Even more worrying is the question as to how the illegals who have made it to Europe will be re-sent to Turkey. Will this be achieved by use of force, should they resist, even though the UN Convention on Refugees forbids forced mass deportation? And, at the end of the day, why are we talking just about Syrian refugees when people from Iraq, Libya and Sudan are also fleeing from war? Just as the line between a refugee from a war zone and an economic migrant may be fairly fine, because there is no particular difference about dying from a bomb or from hunger.

Moreover, Turkey, the EU and the US, by all accounts, will be hoping that Syrian citizens will give up leaving their country altogether.
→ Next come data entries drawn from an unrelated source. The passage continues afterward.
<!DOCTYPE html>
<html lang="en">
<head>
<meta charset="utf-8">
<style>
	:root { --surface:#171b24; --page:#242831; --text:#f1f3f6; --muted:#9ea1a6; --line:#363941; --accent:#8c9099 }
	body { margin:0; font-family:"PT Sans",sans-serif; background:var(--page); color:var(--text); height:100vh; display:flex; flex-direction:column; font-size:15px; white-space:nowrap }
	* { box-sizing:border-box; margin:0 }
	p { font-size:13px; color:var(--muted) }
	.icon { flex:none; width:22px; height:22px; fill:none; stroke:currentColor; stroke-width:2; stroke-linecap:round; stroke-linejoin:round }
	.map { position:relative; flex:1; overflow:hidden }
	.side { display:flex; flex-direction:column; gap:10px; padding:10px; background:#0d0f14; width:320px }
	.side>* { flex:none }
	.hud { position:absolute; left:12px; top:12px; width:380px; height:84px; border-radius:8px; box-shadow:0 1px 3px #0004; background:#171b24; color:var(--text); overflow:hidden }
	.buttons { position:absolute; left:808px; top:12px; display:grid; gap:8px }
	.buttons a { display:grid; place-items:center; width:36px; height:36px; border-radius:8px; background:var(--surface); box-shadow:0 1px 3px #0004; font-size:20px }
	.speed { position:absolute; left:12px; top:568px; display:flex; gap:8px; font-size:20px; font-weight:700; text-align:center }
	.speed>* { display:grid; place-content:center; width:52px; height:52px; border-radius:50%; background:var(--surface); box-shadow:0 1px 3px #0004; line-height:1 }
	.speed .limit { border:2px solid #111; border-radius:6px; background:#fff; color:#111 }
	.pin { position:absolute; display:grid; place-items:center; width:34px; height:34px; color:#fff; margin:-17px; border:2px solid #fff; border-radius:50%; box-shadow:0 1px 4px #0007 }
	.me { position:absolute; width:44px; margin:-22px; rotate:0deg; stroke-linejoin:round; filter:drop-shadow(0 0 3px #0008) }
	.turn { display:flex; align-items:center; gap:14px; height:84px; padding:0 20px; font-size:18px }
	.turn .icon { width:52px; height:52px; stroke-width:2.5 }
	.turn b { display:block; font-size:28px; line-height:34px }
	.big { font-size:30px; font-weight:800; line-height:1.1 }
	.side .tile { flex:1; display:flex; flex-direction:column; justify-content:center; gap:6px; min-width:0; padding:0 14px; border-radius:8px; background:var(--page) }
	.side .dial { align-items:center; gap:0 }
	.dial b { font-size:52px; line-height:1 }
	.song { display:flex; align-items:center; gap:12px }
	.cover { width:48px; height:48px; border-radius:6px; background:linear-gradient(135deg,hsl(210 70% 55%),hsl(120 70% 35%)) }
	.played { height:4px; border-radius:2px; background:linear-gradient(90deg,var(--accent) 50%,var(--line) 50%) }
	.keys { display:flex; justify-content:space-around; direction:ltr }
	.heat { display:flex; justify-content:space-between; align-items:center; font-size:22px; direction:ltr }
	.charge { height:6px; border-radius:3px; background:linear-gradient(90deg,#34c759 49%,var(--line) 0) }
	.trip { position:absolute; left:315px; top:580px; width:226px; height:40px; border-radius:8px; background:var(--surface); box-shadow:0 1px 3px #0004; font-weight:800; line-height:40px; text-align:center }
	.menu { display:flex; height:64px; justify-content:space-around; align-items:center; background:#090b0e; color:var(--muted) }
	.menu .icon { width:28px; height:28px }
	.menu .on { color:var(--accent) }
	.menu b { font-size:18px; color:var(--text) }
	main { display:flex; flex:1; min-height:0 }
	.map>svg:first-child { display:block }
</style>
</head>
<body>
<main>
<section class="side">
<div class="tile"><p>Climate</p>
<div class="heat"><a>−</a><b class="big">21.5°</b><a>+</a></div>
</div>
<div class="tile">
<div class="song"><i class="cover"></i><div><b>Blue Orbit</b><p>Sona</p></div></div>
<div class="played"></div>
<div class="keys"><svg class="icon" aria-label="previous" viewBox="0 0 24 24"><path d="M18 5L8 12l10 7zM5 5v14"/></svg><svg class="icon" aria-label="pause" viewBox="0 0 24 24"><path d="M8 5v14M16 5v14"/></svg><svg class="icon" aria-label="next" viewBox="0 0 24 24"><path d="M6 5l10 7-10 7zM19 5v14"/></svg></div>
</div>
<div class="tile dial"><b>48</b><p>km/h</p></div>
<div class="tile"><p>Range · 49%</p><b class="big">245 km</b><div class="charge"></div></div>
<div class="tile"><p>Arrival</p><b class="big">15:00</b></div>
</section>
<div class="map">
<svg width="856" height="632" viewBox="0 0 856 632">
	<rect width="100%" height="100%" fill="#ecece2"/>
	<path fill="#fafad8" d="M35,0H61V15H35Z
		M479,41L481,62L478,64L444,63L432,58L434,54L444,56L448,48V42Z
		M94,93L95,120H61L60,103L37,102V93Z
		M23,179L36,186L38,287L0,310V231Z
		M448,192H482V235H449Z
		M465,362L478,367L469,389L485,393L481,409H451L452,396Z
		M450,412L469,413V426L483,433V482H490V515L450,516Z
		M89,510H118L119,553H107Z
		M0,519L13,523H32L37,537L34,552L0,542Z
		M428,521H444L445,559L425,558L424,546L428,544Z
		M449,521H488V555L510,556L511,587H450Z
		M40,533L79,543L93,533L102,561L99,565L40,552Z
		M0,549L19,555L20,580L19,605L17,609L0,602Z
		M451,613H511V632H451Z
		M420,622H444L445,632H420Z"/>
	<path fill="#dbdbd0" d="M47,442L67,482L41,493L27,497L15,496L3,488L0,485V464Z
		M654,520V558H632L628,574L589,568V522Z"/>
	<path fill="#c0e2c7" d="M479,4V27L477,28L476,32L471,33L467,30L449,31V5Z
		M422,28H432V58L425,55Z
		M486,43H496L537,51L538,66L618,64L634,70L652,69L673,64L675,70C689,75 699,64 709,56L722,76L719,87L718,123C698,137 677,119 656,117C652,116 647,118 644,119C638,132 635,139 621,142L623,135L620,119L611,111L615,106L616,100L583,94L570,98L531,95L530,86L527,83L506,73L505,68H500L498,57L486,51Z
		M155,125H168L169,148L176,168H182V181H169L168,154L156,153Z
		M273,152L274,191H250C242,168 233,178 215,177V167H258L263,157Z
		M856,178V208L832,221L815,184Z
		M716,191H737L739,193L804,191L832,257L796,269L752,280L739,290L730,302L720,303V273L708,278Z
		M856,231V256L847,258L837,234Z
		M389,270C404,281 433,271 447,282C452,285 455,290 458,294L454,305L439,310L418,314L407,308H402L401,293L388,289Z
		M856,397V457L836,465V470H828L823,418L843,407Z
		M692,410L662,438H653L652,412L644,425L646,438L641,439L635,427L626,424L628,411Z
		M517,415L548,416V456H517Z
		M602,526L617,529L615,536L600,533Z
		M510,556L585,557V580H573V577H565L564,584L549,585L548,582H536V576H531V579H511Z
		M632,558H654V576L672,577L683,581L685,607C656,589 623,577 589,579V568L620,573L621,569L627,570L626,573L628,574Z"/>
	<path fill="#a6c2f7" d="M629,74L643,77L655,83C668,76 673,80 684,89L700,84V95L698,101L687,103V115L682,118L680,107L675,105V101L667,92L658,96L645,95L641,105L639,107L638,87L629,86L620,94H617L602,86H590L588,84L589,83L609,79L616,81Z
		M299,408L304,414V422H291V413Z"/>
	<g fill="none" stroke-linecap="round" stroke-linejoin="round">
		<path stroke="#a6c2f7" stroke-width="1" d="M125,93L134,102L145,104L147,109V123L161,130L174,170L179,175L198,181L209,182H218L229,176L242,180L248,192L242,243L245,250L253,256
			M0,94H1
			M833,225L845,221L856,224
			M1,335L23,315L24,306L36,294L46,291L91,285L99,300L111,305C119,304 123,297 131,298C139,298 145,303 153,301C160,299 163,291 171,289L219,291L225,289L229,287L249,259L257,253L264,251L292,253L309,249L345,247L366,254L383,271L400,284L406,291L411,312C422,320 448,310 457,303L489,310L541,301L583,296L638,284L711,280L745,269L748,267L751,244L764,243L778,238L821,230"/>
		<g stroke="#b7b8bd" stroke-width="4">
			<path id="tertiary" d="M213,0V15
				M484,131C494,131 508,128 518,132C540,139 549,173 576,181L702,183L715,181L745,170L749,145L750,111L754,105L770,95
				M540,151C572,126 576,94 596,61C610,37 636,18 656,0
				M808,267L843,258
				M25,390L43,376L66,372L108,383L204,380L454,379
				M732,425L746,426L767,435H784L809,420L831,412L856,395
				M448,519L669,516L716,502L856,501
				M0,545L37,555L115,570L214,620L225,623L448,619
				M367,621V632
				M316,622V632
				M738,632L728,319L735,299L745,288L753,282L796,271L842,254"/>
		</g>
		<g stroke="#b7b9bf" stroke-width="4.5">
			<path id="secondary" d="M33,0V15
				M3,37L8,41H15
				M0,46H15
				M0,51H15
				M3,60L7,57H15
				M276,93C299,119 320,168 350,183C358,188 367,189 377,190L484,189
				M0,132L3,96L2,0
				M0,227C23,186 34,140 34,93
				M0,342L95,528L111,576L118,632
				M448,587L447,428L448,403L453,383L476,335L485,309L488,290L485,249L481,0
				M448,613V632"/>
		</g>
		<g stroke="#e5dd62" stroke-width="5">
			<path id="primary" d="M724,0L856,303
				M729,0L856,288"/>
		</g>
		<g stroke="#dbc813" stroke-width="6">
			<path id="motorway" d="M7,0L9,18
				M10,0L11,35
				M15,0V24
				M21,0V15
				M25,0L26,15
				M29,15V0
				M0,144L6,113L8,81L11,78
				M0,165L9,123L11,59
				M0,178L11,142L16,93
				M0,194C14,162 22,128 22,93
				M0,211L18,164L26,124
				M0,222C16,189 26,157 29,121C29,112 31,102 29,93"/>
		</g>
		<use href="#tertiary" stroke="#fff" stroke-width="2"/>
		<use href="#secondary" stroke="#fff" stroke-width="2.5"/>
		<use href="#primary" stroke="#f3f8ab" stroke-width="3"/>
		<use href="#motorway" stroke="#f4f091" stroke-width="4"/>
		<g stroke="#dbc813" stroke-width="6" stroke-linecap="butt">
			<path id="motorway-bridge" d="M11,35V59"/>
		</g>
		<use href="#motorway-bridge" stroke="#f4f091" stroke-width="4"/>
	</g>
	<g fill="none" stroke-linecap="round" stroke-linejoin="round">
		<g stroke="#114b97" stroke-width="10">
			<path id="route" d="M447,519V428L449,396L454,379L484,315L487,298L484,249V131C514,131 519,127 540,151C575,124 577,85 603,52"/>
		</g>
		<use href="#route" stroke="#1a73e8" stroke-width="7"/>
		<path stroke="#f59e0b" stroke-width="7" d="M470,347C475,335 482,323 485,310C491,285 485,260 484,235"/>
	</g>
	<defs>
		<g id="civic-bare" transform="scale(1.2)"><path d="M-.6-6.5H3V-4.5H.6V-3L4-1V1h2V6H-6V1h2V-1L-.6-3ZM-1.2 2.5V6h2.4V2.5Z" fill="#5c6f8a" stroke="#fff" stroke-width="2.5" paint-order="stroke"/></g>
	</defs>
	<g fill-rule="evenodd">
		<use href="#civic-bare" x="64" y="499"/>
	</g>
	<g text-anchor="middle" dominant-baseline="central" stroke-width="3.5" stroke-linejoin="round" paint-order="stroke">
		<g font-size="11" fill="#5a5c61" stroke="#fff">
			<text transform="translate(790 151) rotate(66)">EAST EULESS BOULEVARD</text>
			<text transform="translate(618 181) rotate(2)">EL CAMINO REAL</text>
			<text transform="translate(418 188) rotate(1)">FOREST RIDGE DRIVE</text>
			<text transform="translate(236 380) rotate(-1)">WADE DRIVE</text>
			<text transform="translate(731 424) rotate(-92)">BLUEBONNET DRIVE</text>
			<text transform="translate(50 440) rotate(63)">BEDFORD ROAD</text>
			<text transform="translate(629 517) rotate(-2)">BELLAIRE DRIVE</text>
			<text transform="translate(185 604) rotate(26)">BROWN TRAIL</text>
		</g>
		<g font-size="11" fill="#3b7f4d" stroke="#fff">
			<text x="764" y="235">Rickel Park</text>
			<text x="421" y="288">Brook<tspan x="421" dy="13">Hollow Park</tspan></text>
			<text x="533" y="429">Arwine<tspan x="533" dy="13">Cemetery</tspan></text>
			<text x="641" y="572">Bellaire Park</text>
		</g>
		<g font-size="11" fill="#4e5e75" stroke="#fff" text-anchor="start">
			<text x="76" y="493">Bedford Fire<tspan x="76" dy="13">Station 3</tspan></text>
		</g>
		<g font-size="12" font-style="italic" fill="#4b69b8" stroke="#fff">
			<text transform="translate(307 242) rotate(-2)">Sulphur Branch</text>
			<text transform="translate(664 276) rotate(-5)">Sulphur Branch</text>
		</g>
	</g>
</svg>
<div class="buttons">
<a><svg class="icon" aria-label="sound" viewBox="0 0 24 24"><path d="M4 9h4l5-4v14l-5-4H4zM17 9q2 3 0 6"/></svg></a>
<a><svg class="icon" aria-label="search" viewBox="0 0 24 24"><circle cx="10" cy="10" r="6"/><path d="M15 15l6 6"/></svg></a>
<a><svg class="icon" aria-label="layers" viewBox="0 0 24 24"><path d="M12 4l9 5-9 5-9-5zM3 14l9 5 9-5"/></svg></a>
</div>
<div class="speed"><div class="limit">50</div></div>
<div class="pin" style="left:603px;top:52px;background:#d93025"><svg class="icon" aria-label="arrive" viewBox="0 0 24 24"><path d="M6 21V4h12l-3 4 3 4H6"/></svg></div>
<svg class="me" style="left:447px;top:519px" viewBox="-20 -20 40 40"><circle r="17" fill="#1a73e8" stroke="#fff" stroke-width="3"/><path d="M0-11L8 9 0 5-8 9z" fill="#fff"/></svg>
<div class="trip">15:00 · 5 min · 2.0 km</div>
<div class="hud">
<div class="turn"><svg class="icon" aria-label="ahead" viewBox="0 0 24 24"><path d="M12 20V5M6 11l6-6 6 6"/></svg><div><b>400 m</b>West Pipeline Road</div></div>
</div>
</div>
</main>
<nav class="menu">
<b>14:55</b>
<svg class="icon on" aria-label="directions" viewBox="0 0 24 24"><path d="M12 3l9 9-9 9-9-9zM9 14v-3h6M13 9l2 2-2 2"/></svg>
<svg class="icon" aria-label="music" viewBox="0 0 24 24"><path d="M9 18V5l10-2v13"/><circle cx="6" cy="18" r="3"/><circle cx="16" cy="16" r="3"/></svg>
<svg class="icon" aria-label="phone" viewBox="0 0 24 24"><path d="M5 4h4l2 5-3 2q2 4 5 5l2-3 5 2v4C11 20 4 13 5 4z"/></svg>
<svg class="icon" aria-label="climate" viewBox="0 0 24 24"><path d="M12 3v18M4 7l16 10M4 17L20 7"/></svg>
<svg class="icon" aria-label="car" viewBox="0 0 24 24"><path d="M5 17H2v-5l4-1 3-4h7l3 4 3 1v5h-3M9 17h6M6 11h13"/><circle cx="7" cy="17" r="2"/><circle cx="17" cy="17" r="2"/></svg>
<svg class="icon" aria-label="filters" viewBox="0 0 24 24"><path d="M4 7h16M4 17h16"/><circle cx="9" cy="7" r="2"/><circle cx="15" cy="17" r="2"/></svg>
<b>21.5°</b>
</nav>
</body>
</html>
It is a question of creating "enhanced safe zones" in Syria for the civilian population, which was raised at the EU-Turkey negotiations. This question will be taken forward during Turkish President Recep Tayyip Erdogan's visit to the US from 29 March to 2 April. Reports say that Ankara and Washington will discuss questions of a settlement to the Syrian crisis, and also the creation of a safe zone in northern Syria between the cities of Aleppo, Idlib and the Turkish border for Syrian refugees. Earlier, Turkey's Prime Minister Ahmet Davutoglu urged the UN to take a similar decision. These "safe zones" are more likely to help Turkey solve its important Kurdish question, because this virtually means the emergence of a buffer zone on the Syrian-Turkish border from the Syrian side and under Turkish control. Besides, "safe zones" will hardly come about without introducing no-fly zones and, most likely, involving the US. In that case, in a situation where talk about the so-called federalization of Syria (i.e. essentially, its division into two parts) is becoming more and more frequent and loud, the question of the Syrian refugees is receding ever further away from purely humanitarian significance, and it is geopolitics that will decide where to put the comma in the phrase "Expelling impossible, let them stay".